Menteri Komunikasi dan Informatika Johnny G plate (kanan) didampingi Menteri Koordinator Bidang Politik, Hukum, Keamanan dan HAM Mahfud MD (kedua dari kanan) menyaksikan seremoni penghentian siaran TV Analog di Indonesia di acara Prosesi Hitung Mundur Penghentian Siaran Televisi Analog Jabodetabek, di halaman Kantor Kementerian Kominfo, Jakarta Pusat, Kamis (03/11/2022) dini hari. Dokumentasi Kemenkominfo.

“Kekurangannya, proses implementasi TV digital memerlukan keterlibatan banyak pihak. Mulai masyarakat hingga pemerintah. Nah, dari segi teknologi baru, tentu diperlukan multiplexer. Beberapa kendala juga masih ada seperti kebutuhan set top box (STB),” imbuhnya.

Bagi sektor penyiaran, peralihan ini biasanya akan diiringi dengan pertumbuhan industri televisi yang disebabkan oleh jumlah pengguna yang terus merangkak naik. Namun, kata Heru, untuk mencapai titik ini butuh proses panjang dan tidak mudah.

“Tapi saya rasa ini memang harus dilakukan agar lembaga penyiaran kita bisa memiliki daya saing yang berkualitas,” jelasnya.

Harga saham anjlok

Gonjang-ganjing pada industri pertelevisian sepanjang tahun lalu, dapat terlihat dari pelemahan harga-harga saham emiten televisi. Perusahaan media dengan salah satu kapitalisasi pasar (market cap) tertinggi PT Media Nusantara Citra Tbk. misalnya, yang pada sepanjang tahun 2022 mengalami pelemahan harga saham hingga 17,71%.

Dengan harga jual saham pada penutupan perdagangan terakhir tahun lalu, yakni Jumat (30/12/2022) di level Rp740 per lembar saham, naik dari penutupan perdagangan hari sebelumnya yang sebesar Rp730 per lembar saham. Lalu pada Jumat (6/1), saham perusahaan dengan kode MNCN ini ditutup pada harga Rp725 per lembar saham. Naik tipis dari perdagangan Kamis (5/1) kemarin yang hanya di level Rp720 per lembar saham.

Dokumentasi MNC Media.

Sementara itu, induk PT Surya Citra Televisi Tbk (SCTV) EMTEK alias PT Elang Mahkota Teknologi Tbk., tercatat mengalami penurunan yang sangat dalam, hingga 60,16% di tahun 2022. Di mana harga saham pada penutupan perdagangan 30 Desember kemarin ada di level Rp1.030 per lembar saham, naik dari Rp1.025 dari perdagangan sehari sebelumnya. Meski begitu, pada perdagangan Jumat (6/1), saham EMTK ditutup di harga Rp985 per lembar saham.

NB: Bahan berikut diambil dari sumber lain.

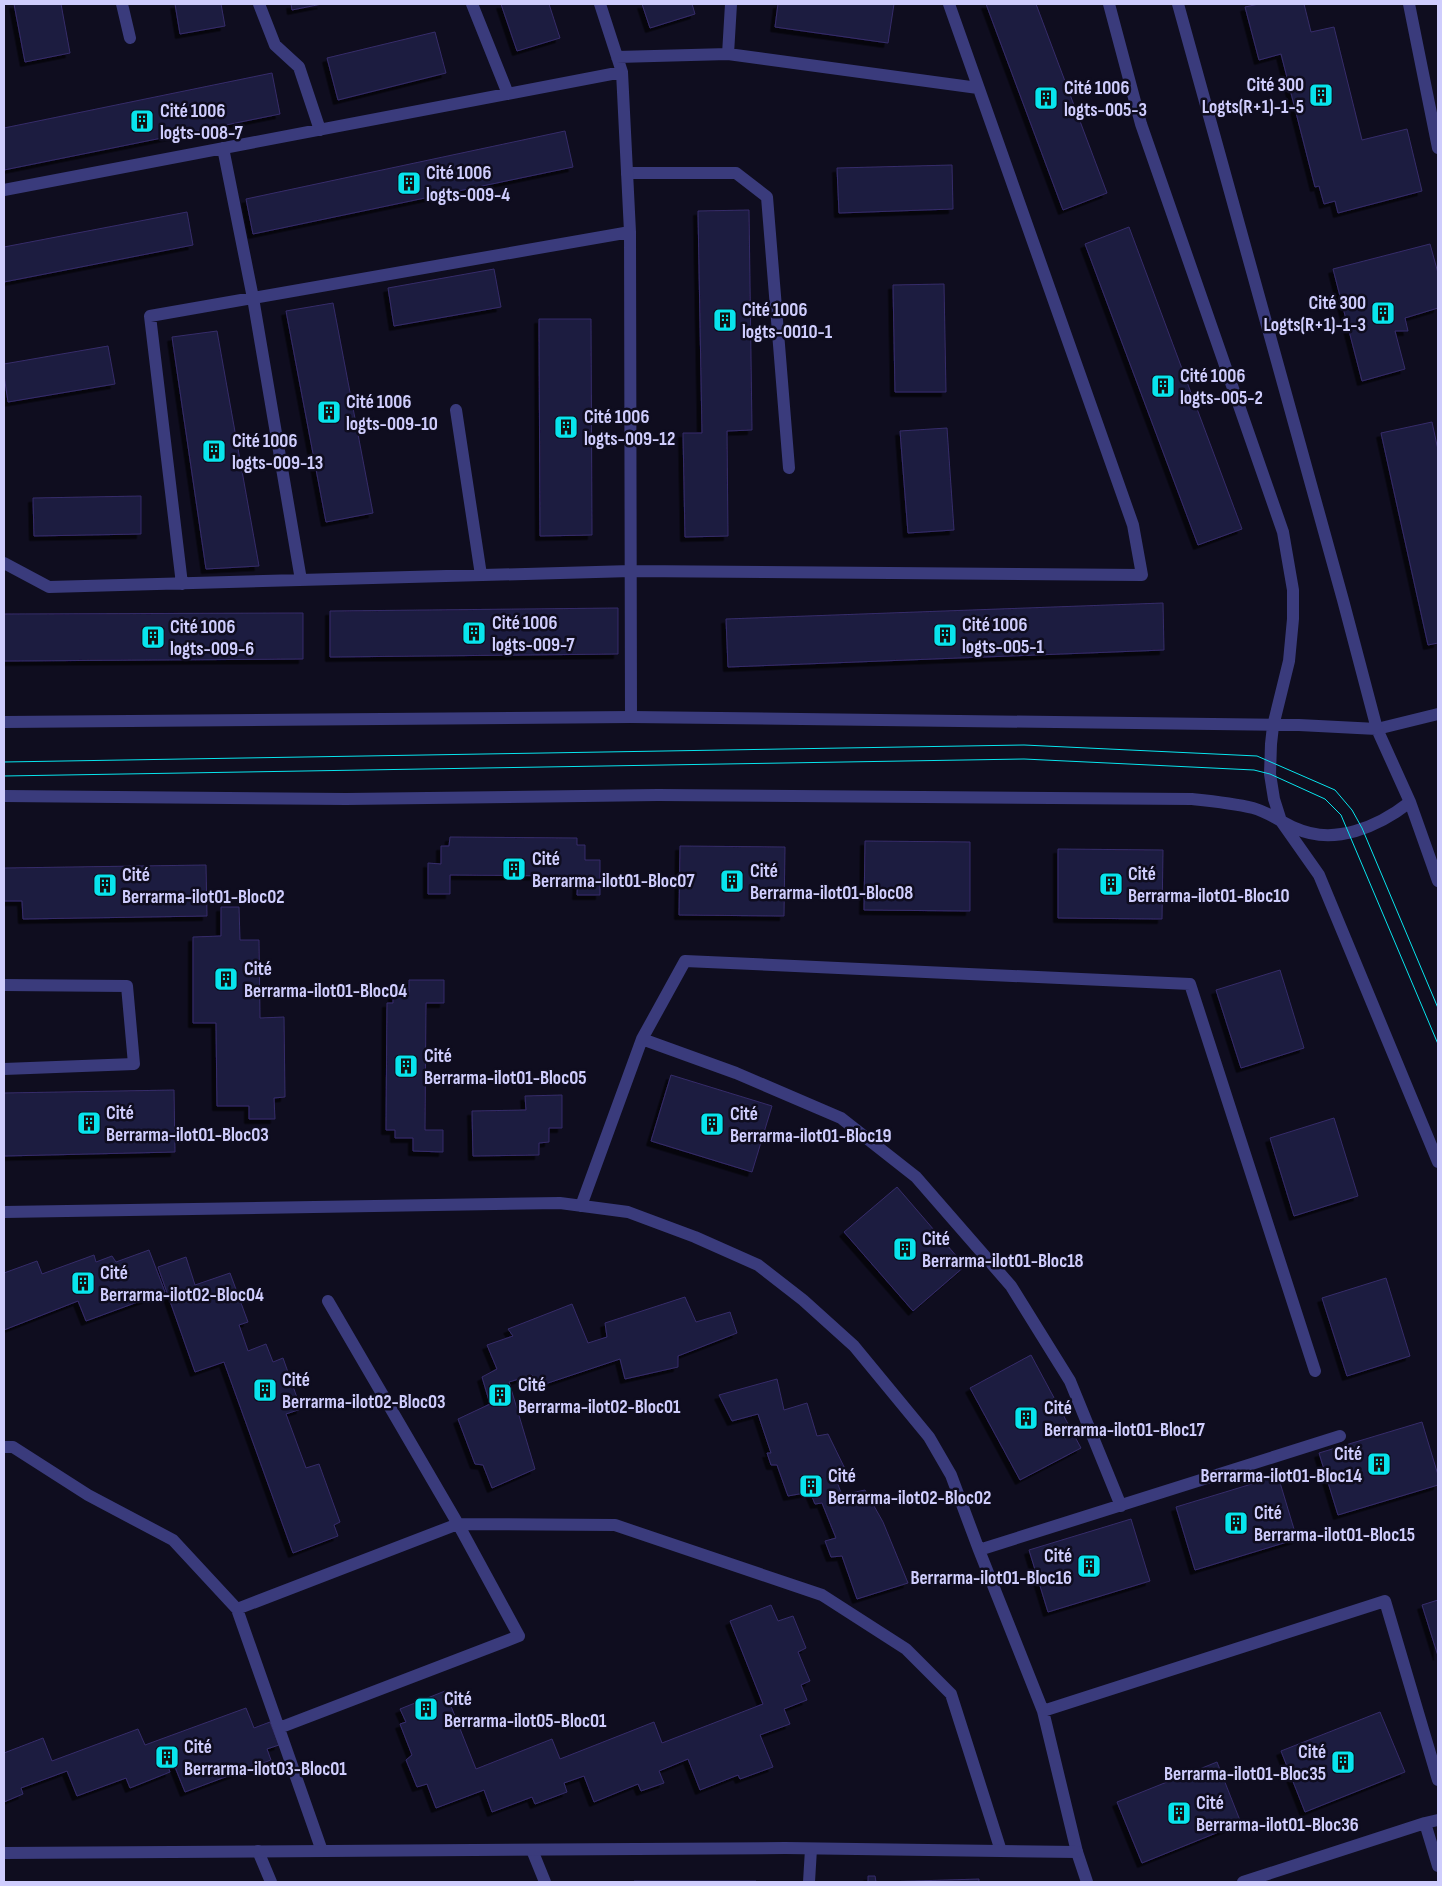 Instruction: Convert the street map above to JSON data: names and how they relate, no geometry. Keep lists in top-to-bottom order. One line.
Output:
{"places":{"building":["Cité 300 Logts(R+1)-1-5","Cité 1006 logts-005-3","Cité 1006 logts-008-7","Cité 1006 logts-009-4","Cité 300 Logts(R+1)-1-3","Cité 1006 logts-0010-1","Cité 1006 logts-005-2","Cité 1006 logts-009-10","Cité 1006 logts-009-12","Cité 1006 logts-009-13","Cité 1006 logts-009-7","Cité 1006 logts-005-1","Cité 1006 logts-009-6","Cité Berrarma-ilot01-Bloc07","Cité Berrarma-ilot01-Bloc08","Cité Berrarma-ilot01-Bloc10","Cité Berrarma-ilot01-Bloc02","Cité Berrarma-ilot01-Bloc04","Cité Berrarma-ilot01-Bloc05","Cité Berrarma-ilot01-Bloc03","Cité Berrarma-ilot01-Bloc19","Cité Berrarma-ilot01-Bloc18","Cité Berrarma-ilot02-Bloc04","Cité Berrarma-ilot02-Bloc03","Cité Berrarma-ilot02-Bloc01","Cité Berrarma-ilot01-Bloc17","Cité Berrarma-ilot01-Bloc14","Cité Berrarma-ilot02-Bloc02","Cité Berrarma-ilot01-Bloc15","Cité Berrarma-ilot01-Bloc16","Cité Berrarma-ilot05-Bloc01","Cité Berrarma-ilot03-Bloc01","Cité Berrarma-ilot01-Bloc35","Cité Berrarma-ilot01-Bloc36"]}} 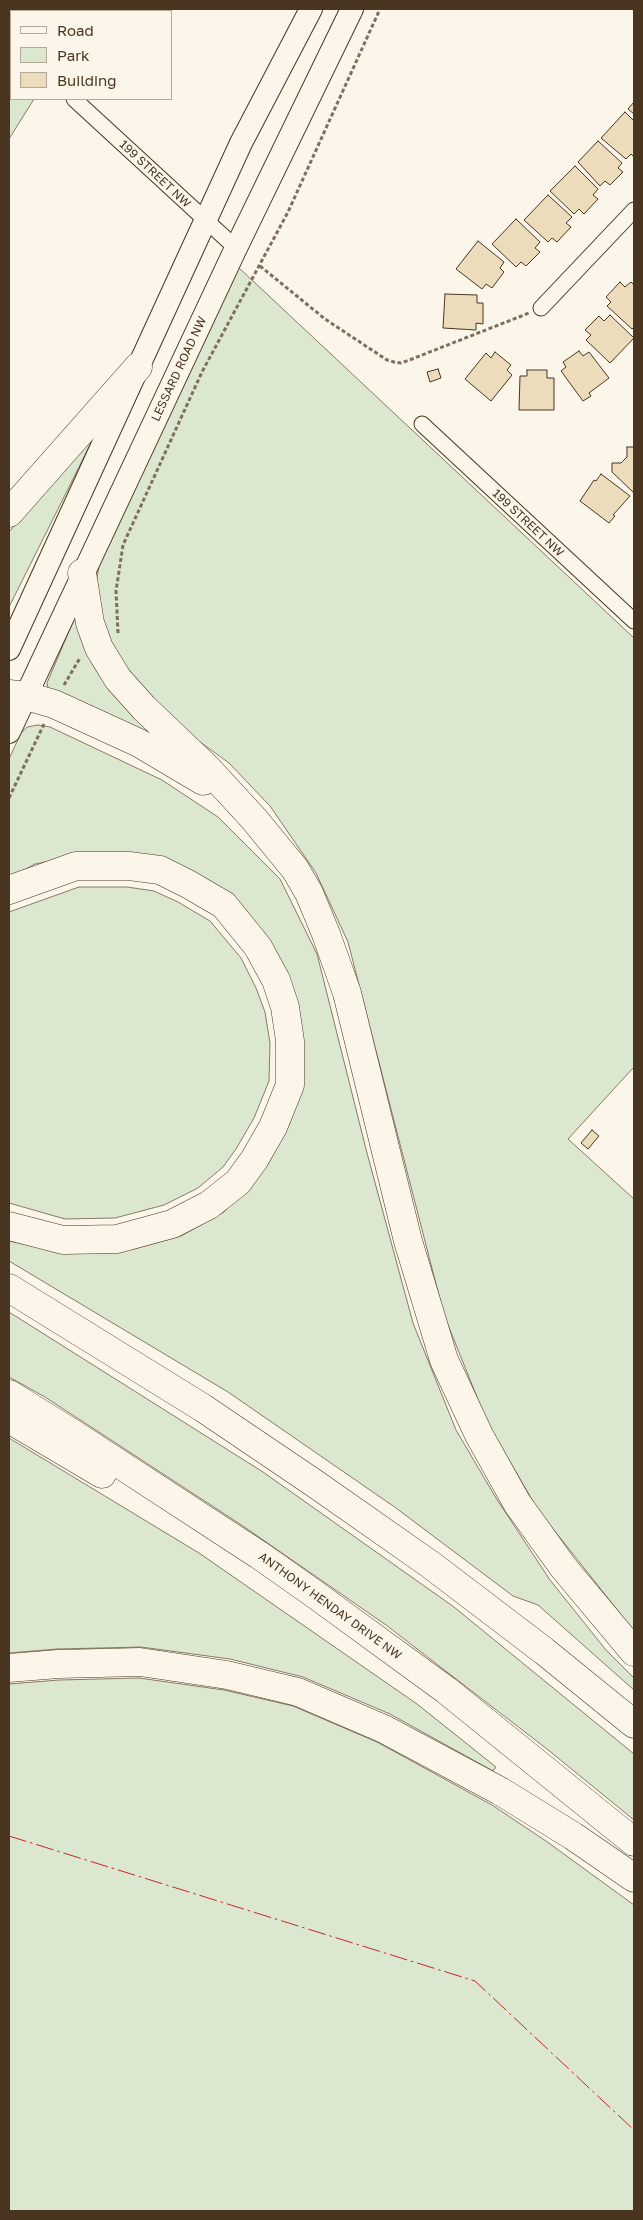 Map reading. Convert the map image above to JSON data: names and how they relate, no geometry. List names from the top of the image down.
{
  "streets": {
    "highway": ["ANTHONY HENDAY DRIVE NW"],
    "main road": ["LESSARD ROAD NW"],
    "street": ["199 STREET NW"]
  },
  "crossings": [
    ["199 STREET NW", "LESSARD ROAD NW"]
  ],
  "legend": ["Road", "Park", "Building"]
} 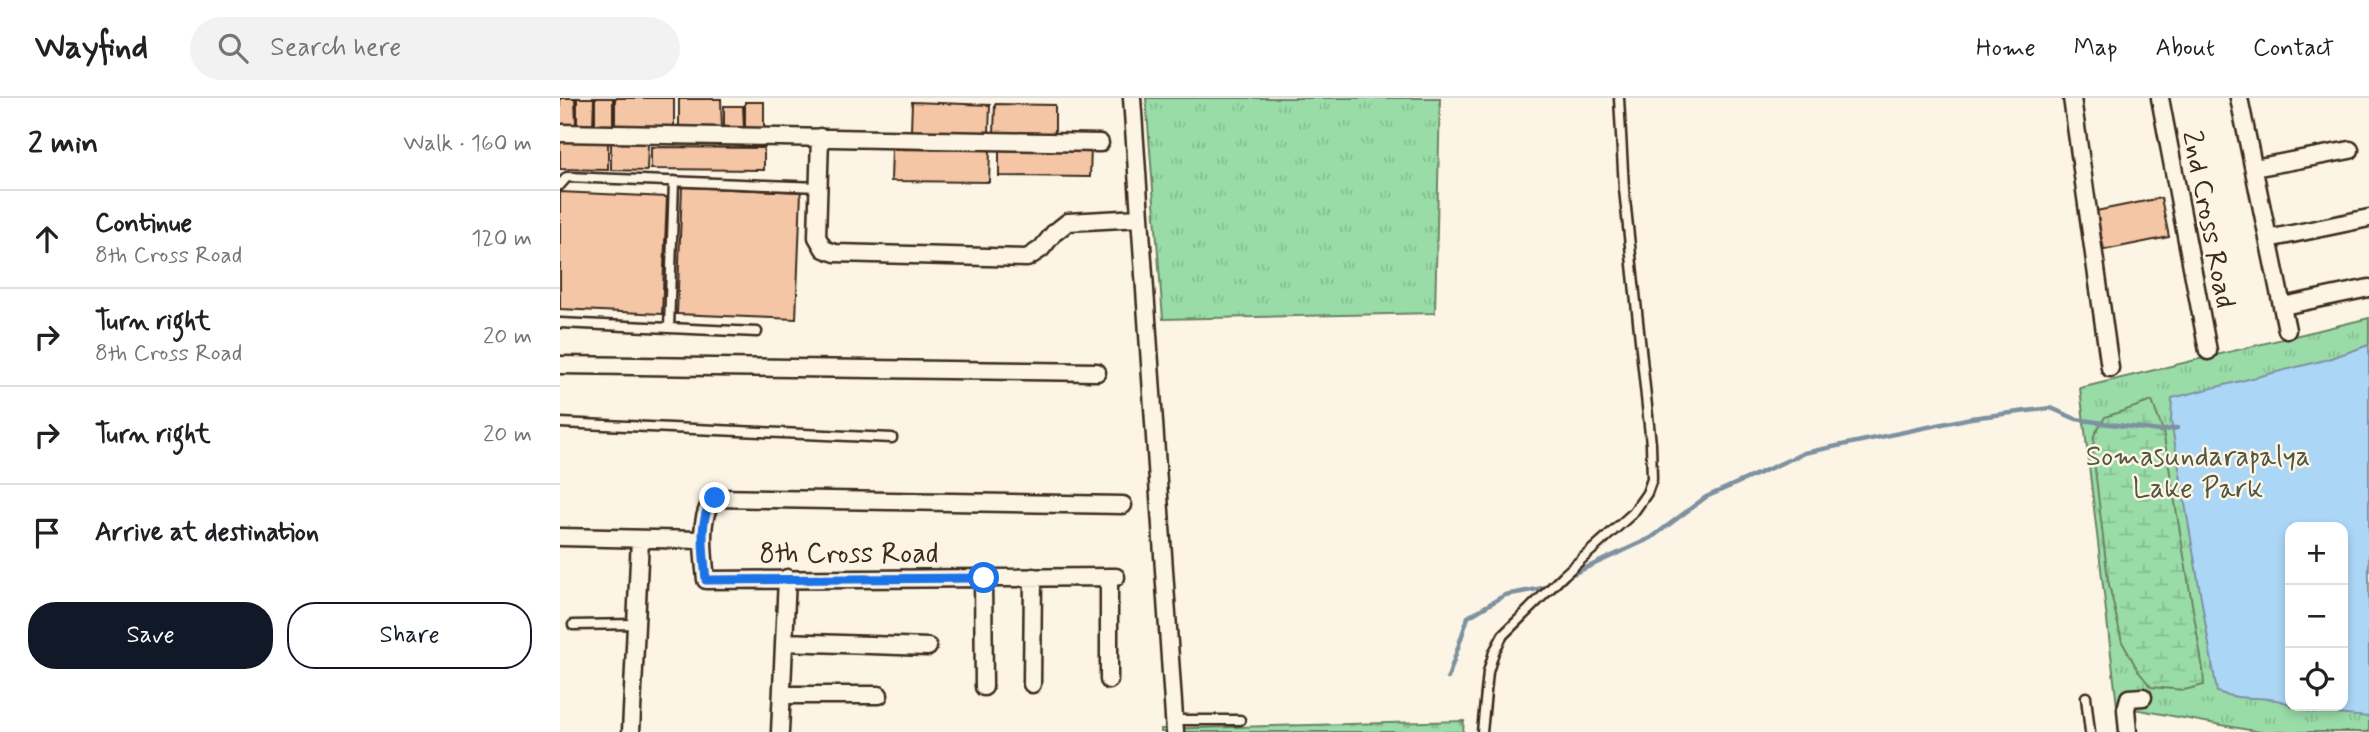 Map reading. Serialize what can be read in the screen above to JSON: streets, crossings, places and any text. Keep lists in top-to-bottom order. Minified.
{"streets":{"street":["2nd Cross Road","8th Cross Road"]},"parks":["Somasundarapalya Lake Park"],"page":{"header":"Wayfind","search":"Search here","nav":["Home","Map","About","Contact"],"heading":["2 min","Walk · 160 m"],"list":[["Continue","8th Cross Road","120 m"],["Turn right","8th Cross Road","20 m"],["Turn right","20 m"],"Arrive at destination"],"map_buttons":["+","−"],"buttons":["Save","Share"]}}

“Berbeda dengan dua emiten lainnya tadi, VIVA atau TvOne yang merupakan induk MDIA (PT intermedia Capital Tbk) masih tetap bertahan di harga Rp50, tidak berubah sepanjang tahun (2020),” kata Pengamat Pasar Modal Lucky Bayu Purnomo, kepada Alinea.id, Jumat (6/1).

Babak baru

Tahun lalu, kinerja saham emiten-emiten sektor media memang tidak begitu menggembirakan. Namun, kondisi ini masih sejalan dengan pasar saham yang secara keseluruhan juga tidak begitu bergairah. Hal ini terlihat dari indeks harga saham gabungan (IHSG) yang pada akhir tahun ditutup turun 0,14% di level 6.850. Sepanjang Desember 2022, indeks saham ini turun 2,41 poin sehingga mematahkan sejarah positif dalam 20 tahun.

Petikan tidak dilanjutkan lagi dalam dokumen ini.